=== RECORDS FOR THIS TASK ===

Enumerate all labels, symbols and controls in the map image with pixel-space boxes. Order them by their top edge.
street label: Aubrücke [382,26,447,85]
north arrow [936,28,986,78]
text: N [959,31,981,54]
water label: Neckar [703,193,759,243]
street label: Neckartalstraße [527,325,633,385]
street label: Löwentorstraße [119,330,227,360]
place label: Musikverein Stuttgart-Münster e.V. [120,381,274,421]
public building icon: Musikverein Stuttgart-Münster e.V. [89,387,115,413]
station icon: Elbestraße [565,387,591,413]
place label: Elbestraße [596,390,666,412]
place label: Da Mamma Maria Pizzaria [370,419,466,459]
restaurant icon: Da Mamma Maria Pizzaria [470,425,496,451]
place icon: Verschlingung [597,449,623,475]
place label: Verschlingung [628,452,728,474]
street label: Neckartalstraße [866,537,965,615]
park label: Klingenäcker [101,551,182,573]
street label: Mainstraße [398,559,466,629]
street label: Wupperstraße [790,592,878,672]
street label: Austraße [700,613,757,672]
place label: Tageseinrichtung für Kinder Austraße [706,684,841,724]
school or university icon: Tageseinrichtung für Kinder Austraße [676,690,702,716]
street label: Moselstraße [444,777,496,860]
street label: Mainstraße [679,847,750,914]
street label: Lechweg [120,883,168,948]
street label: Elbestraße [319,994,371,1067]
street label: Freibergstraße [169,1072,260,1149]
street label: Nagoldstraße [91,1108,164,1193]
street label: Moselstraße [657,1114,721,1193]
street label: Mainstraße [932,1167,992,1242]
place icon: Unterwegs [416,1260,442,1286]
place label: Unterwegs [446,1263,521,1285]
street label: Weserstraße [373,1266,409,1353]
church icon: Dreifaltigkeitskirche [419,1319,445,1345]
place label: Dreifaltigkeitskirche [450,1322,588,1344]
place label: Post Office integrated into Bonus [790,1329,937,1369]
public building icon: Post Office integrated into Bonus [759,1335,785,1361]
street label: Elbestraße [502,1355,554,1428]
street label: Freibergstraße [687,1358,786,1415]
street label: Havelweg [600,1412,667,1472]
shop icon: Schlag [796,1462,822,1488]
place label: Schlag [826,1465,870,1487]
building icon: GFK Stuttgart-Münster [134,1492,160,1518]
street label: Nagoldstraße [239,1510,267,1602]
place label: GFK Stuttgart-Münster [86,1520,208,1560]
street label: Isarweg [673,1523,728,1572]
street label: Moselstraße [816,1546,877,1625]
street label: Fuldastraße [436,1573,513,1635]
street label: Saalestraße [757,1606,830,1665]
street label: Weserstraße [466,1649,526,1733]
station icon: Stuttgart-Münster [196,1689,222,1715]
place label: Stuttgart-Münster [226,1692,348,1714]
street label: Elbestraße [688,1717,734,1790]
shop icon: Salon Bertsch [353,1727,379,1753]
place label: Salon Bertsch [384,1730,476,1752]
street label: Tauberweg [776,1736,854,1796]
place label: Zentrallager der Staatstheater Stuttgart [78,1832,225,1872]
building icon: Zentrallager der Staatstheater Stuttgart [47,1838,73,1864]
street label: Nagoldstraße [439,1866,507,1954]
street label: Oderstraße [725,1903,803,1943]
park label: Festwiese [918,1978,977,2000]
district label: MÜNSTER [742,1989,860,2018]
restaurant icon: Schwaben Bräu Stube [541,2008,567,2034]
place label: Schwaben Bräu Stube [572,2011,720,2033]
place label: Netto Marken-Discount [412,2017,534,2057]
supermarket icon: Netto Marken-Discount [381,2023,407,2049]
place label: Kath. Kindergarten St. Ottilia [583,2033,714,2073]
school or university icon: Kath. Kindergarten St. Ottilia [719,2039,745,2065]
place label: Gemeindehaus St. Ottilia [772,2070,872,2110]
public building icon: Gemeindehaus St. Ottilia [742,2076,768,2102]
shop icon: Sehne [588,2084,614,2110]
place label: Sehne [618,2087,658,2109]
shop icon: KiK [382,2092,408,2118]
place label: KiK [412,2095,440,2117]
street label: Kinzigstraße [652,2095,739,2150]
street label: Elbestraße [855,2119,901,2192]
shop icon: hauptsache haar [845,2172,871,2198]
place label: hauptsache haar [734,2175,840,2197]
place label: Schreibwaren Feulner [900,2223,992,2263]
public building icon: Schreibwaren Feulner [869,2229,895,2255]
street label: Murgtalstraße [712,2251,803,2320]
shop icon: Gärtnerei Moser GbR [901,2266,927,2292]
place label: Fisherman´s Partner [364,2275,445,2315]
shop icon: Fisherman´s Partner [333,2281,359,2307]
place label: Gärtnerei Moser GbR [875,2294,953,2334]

===

• _WHAT TO WORK ON_
A faithful transcription of all the material is what this exercise calls for.

• _SOLUTION TO THIS PROBLEM_
Enumerate all labels, symbols and controls in the map image with pixel-space boxes. Order them by their top edge.
street label: Aubrücke [382,26,447,85]
north arrow [936,28,986,78]
text: N [959,31,981,54]
water label: Neckar [703,193,759,243]
street label: Neckartalstraße [527,325,633,385]
street label: Löwentorstraße [119,330,227,360]
place label: Musikverein Stuttgart-Münster e.V. [120,381,274,421]
public building icon: Musikverein Stuttgart-Münster e.V. [89,387,115,413]
station icon: Elbestraße [565,387,591,413]
place label: Elbestraße [596,390,666,412]
place label: Da Mamma Maria Pizzaria [370,419,466,459]
restaurant icon: Da Mamma Maria Pizzaria [470,425,496,451]
place icon: Verschlingung [597,449,623,475]
place label: Verschlingung [628,452,728,474]
street label: Neckartalstraße [866,537,965,615]
park label: Klingenäcker [101,551,182,573]
street label: Mainstraße [398,559,466,629]
street label: Wupperstraße [790,592,878,672]
street label: Austraße [700,613,757,672]
place label: Tageseinrichtung für Kinder Austraße [706,684,841,724]
school or university icon: Tageseinrichtung für Kinder Austraße [676,690,702,716]
street label: Moselstraße [444,777,496,860]
street label: Mainstraße [679,847,750,914]
street label: Lechweg [120,883,168,948]
street label: Elbestraße [319,994,371,1067]
street label: Freibergstraße [169,1072,260,1149]
street label: Nagoldstraße [91,1108,164,1193]
street label: Moselstraße [657,1114,721,1193]
street label: Mainstraße [932,1167,992,1242]
place icon: Unterwegs [416,1260,442,1286]
place label: Unterwegs [446,1263,521,1285]
street label: Weserstraße [373,1266,409,1353]
church icon: Dreifaltigkeitskirche [419,1319,445,1345]
place label: Dreifaltigkeitskirche [450,1322,588,1344]
place label: Post Office integrated into Bonus [790,1329,937,1369]
public building icon: Post Office integrated into Bonus [759,1335,785,1361]
street label: Elbestraße [502,1355,554,1428]
street label: Freibergstraße [687,1358,786,1415]
street label: Havelweg [600,1412,667,1472]
shop icon: Schlag [796,1462,822,1488]
place label: Schlag [826,1465,870,1487]
building icon: GFK Stuttgart-Münster [134,1492,160,1518]
street label: Nagoldstraße [239,1510,267,1602]
place label: GFK Stuttgart-Münster [86,1520,208,1560]
street label: Isarweg [673,1523,728,1572]
street label: Moselstraße [816,1546,877,1625]
street label: Fuldastraße [436,1573,513,1635]
street label: Saalestraße [757,1606,830,1665]
street label: Weserstraße [466,1649,526,1733]
station icon: Stuttgart-Münster [196,1689,222,1715]
place label: Stuttgart-Münster [226,1692,348,1714]
street label: Elbestraße [688,1717,734,1790]
shop icon: Salon Bertsch [353,1727,379,1753]
place label: Salon Bertsch [384,1730,476,1752]
street label: Tauberweg [776,1736,854,1796]
place label: Zentrallager der Staatstheater Stuttgart [78,1832,225,1872]
building icon: Zentrallager der Staatstheater Stuttgart [47,1838,73,1864]
street label: Nagoldstraße [439,1866,507,1954]
street label: Oderstraße [725,1903,803,1943]
park label: Festwiese [918,1978,977,2000]
district label: MÜNSTER [742,1989,860,2018]
restaurant icon: Schwaben Bräu Stube [541,2008,567,2034]
place label: Schwaben Bräu Stube [572,2011,720,2033]
place label: Netto Marken-Discount [412,2017,534,2057]
supermarket icon: Netto Marken-Discount [381,2023,407,2049]
place label: Kath. Kindergarten St. Ottilia [583,2033,714,2073]
school or university icon: Kath. Kindergarten St. Ottilia [719,2039,745,2065]
place label: Gemeindehaus St. Ottilia [772,2070,872,2110]
public building icon: Gemeindehaus St. Ottilia [742,2076,768,2102]
shop icon: Sehne [588,2084,614,2110]
place label: Sehne [618,2087,658,2109]
shop icon: KiK [382,2092,408,2118]
place label: KiK [412,2095,440,2117]
street label: Kinzigstraße [652,2095,739,2150]
street label: Elbestraße [855,2119,901,2192]
shop icon: hauptsache haar [845,2172,871,2198]
place label: hauptsache haar [734,2175,840,2197]
place label: Schreibwaren Feulner [900,2223,992,2263]
public building icon: Schreibwaren Feulner [869,2229,895,2255]
street label: Murgtalstraße [712,2251,803,2320]
shop icon: Gärtnerei Moser GbR [901,2266,927,2292]
place label: Fisherman´s Partner [364,2275,445,2315]
shop icon: Fisherman´s Partner [333,2281,359,2307]
place label: Gärtnerei Moser GbR [875,2294,953,2334]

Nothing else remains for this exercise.